Reasons for Continuity and Change

Virgil R. Carter
Executive Director, ASME


This edition of ASME News features a number of important articles about ASME's ongoing process to transform itself into a 21st century global organization — a knowledge-based, market-focused, learning organization.

Why is the Society doing this? To put it simply, the ASME model of the 1970s and 1980s no longer provides a consistent basis for the organization's continued development. ASME members and customers alike have told us that changes are needed in order to provide new value and benefit. Industry has told us that ASME remains highly regarded and credible, but that often it does not help them meet new challenges. Others have said that ASME is not sufficiently global.

Virgil R. Carter

The good news is that ASME has many strong assets, and it is well positioned to address these issues. ASME is not responding because it is in trouble; the Society is responding because it has strength, and wants to sustain and expand that strength.

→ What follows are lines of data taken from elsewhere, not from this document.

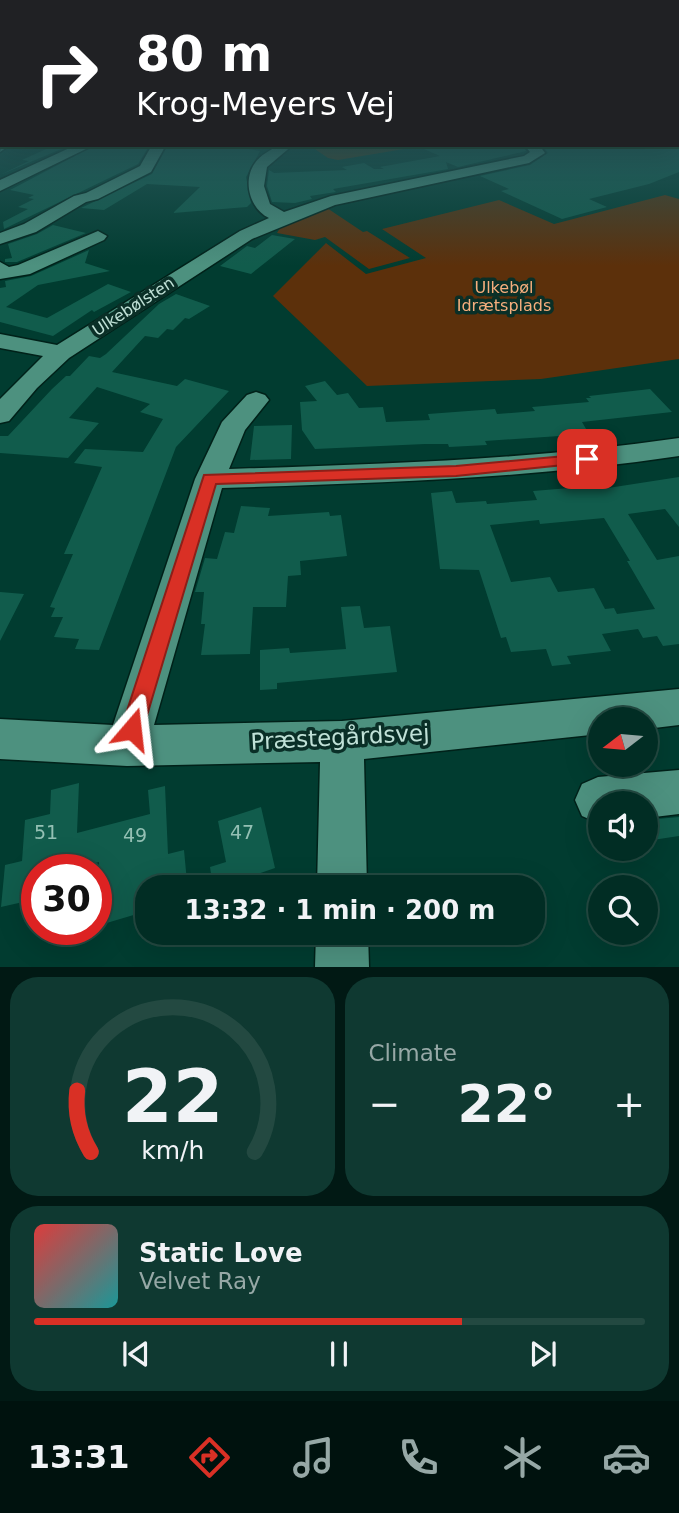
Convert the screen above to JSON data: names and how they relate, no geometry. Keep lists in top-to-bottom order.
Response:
{
  "streets": {
    "street": ["Ulkebølsten", "Præstegårdsvej"]
  },
  "parks": ["Ulkebøl Idrætsplads"],
  "house_numbers": ["51", "47", "49"],
  "north": "left",
  "page": {
    "turn": ["80 m", "Krog-Meyers Vej"],
    "limit": "30",
    "trip": "13:32 · 1 min · 200 m",
    "tile": "Climate",
    "heat": ["−", "22°", "+"],
    "song": ["Static Love", "Velvet Ray"],
    "tabs": "13:31",
    "gauge": ["22", "km/h"]
  }
}
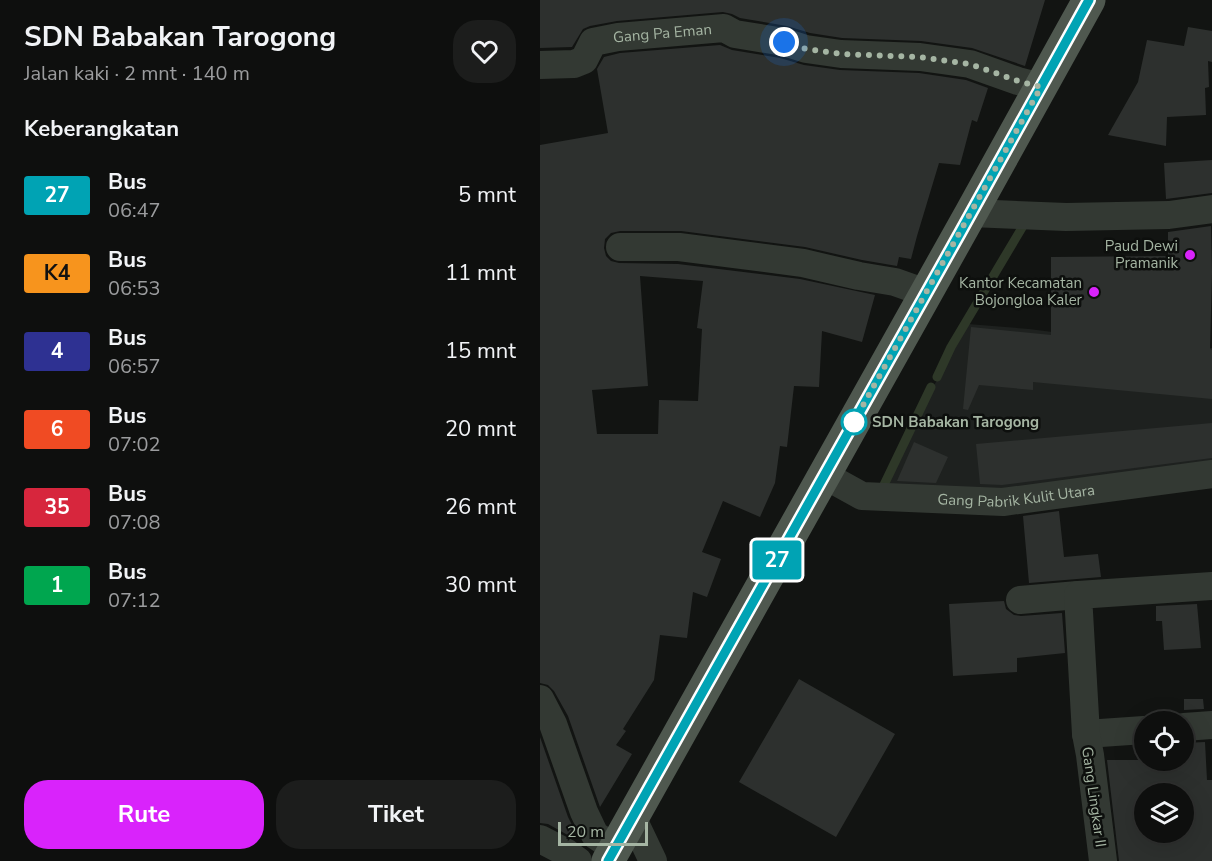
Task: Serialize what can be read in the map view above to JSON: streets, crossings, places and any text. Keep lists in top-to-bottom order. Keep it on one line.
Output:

How will ASME change? Again, there are some simple answers: the Society will change by giving new attention to how strategic priorities are set, and by linking annual operations and budgets to achieve strategy. ASME will change by expanding participation options for members and customers, worldwide, on a 24-7 basis. ASME will change by establishing greater innovation with its core assets — knowledge, community and advocacy/representation.

ASME will also change by increasing opportunities for individual engineers, such as young engineers, by strengthening support for industry, government and academia, and by becoming a forward-looking, nimble organization that responds swiftly to new worldwide market opportunities.

Knowing What to Change
Benchmarking other great organizations that face similar challenges is helping ASME's leadership to focus attention in the right places. In his book "Good to Great," New York: HarperBusiness, 2001, respected researcher, teacher, author and management consultant Jim Collins writes, "Enduring good companies preserve their core values and purpose, while their business strategies and operating practices endlessly adapt to a changing world. This is the magical combination of preserve the core and stimulate progress through changed practices." That is what the "Change" portion of ASME's initiative is all about.

Continuity and Change
But in this initiative, continuity is also important. ASME is not changing its core values or purpose. The Society is, however, beginning to recognize the fundamental shift that is taking place toward multidisciplinary engineering and allied sciences. The change is about how ASME will be viewed in 2013: as a global gateway for engineering and scientific knowledge, advocacy and collaboration; as a forward-looking, agile organization that is responsive to the needs of the markets it serves, and as a global leader.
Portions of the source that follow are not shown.